===== Records provided

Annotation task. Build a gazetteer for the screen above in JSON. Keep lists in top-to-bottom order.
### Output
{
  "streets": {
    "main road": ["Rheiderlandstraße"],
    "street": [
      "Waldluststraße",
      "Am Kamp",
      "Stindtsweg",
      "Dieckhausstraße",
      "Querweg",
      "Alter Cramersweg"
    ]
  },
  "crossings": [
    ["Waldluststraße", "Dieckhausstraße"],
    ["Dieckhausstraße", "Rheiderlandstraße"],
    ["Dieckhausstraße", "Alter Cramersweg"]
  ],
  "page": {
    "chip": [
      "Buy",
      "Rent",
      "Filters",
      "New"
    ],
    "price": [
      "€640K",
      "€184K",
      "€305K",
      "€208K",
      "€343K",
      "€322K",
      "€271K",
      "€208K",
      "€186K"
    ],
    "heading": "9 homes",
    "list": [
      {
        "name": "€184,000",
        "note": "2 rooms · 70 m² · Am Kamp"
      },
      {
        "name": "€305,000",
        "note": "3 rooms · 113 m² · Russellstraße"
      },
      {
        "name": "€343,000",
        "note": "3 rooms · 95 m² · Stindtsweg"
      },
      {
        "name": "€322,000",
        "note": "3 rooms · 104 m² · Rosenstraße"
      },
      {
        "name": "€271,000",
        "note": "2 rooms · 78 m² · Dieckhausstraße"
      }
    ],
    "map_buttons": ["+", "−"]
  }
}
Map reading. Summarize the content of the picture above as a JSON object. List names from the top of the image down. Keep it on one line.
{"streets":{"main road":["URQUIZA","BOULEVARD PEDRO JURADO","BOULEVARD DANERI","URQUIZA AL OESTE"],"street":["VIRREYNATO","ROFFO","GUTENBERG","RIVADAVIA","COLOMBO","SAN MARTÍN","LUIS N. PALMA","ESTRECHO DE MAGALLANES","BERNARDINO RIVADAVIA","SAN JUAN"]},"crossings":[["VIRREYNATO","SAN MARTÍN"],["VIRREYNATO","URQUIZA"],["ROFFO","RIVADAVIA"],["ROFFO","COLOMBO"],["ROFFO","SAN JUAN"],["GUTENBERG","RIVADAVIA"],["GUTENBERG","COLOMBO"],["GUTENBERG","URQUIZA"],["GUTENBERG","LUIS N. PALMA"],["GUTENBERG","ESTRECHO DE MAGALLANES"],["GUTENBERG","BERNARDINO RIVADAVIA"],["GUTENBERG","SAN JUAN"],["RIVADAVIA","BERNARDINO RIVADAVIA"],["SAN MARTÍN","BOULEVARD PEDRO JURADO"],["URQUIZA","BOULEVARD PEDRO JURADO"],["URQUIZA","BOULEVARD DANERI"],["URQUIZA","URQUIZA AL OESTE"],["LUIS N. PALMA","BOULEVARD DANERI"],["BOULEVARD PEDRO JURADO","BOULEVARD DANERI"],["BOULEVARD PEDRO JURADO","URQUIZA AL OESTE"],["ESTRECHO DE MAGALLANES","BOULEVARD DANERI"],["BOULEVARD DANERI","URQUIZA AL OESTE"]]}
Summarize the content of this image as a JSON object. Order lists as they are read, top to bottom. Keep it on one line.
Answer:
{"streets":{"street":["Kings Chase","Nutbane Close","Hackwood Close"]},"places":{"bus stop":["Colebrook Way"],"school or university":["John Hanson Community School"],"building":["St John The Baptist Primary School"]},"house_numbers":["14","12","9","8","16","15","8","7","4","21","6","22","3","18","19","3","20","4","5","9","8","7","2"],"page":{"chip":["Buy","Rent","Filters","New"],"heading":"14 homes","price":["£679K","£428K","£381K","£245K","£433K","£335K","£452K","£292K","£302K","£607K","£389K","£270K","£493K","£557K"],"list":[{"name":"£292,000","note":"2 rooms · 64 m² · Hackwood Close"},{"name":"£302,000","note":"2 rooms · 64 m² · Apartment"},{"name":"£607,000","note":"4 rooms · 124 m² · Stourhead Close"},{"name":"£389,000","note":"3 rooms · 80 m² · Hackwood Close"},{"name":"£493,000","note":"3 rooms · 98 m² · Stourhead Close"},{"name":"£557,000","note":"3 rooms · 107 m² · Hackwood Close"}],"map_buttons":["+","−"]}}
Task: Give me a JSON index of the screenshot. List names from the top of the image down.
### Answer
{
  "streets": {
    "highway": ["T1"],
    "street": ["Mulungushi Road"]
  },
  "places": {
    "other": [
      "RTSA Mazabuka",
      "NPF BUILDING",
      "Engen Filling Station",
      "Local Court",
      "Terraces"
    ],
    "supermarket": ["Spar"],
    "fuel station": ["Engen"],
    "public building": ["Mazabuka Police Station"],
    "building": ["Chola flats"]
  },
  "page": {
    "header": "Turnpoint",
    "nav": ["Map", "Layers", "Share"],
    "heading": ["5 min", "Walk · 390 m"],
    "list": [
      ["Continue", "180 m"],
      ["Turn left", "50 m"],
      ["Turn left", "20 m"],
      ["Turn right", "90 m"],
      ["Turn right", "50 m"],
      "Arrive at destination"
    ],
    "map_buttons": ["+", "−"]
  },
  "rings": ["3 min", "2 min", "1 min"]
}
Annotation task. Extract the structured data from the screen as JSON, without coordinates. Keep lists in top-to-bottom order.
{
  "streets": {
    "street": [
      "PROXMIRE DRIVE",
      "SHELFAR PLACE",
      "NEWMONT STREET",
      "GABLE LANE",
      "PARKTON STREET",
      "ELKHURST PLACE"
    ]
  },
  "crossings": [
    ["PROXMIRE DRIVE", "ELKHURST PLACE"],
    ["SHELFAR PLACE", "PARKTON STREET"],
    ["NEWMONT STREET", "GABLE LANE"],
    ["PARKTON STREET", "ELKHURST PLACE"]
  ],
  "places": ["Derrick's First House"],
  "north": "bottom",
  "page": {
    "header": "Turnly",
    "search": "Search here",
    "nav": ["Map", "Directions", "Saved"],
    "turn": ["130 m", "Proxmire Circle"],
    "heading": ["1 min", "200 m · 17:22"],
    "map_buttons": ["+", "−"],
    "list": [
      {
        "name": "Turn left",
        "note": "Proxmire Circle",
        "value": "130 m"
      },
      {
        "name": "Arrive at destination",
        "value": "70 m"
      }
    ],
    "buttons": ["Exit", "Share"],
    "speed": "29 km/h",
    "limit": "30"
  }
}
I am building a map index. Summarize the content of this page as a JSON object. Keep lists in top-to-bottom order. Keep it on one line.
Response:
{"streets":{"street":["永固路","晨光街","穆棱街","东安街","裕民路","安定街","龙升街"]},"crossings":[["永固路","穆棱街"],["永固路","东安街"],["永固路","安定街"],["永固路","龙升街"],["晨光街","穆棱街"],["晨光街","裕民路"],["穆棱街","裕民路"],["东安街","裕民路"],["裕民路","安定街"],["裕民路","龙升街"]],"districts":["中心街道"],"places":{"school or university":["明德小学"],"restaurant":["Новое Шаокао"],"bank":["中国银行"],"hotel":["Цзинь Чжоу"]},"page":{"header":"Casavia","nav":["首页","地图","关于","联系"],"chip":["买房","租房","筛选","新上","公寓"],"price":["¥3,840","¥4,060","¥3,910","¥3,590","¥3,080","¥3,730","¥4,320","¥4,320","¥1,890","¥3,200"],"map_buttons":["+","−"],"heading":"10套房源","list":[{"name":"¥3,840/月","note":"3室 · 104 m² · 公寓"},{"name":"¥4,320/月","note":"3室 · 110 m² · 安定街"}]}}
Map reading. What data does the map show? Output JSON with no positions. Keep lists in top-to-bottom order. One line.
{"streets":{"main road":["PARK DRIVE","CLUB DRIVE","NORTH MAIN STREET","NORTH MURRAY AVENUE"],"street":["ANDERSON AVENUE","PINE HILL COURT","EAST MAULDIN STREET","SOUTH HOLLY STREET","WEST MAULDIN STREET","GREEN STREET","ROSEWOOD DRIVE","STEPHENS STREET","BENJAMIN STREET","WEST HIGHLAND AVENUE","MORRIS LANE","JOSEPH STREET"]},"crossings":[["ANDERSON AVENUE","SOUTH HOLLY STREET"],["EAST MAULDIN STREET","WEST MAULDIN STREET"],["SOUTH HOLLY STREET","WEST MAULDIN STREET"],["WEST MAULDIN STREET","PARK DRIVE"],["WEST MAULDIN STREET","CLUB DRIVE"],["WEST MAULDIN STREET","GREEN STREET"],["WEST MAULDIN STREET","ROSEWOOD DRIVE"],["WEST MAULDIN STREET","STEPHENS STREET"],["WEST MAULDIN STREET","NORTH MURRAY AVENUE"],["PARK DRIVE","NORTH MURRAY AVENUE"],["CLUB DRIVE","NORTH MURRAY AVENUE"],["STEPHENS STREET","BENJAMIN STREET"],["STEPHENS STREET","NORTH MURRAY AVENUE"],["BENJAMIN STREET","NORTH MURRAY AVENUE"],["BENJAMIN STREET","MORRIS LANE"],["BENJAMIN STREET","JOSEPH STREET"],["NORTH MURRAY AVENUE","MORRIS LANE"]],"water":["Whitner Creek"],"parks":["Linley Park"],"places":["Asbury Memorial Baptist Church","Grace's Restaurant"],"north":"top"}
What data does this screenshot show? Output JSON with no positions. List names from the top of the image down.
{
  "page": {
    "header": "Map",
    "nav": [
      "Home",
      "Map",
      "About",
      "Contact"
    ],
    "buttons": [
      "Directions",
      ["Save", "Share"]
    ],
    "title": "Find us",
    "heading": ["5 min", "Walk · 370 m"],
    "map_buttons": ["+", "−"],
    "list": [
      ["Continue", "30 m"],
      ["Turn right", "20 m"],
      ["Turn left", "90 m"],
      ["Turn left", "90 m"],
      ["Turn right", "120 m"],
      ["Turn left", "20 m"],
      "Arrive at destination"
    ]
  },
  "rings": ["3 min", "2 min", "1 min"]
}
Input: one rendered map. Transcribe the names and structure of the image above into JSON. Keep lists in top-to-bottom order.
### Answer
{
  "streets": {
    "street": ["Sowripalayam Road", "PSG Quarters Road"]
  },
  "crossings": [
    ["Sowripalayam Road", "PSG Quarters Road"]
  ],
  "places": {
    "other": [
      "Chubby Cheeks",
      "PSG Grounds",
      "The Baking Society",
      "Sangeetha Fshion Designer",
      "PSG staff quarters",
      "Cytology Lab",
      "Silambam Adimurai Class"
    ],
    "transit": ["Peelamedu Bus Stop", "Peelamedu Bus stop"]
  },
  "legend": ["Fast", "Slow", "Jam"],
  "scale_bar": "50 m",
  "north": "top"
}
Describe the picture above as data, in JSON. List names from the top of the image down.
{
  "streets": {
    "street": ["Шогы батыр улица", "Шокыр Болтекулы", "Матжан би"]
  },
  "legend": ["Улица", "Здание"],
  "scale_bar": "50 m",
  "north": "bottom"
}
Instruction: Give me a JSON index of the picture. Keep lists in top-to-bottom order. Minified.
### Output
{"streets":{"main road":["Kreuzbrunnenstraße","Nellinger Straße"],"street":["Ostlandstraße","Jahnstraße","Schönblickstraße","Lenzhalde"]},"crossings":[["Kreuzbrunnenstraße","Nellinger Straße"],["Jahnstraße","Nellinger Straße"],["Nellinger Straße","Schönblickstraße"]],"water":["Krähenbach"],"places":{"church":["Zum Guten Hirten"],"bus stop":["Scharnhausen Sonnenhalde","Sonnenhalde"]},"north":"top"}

==========

▶ _Action item_:
Filter these records, keeping every line where the word "Circle" occurs.

▶ _Solution below_:
    "turn": ["130 m", "Proxmire Circle"],
        "note": "Proxmire Circle",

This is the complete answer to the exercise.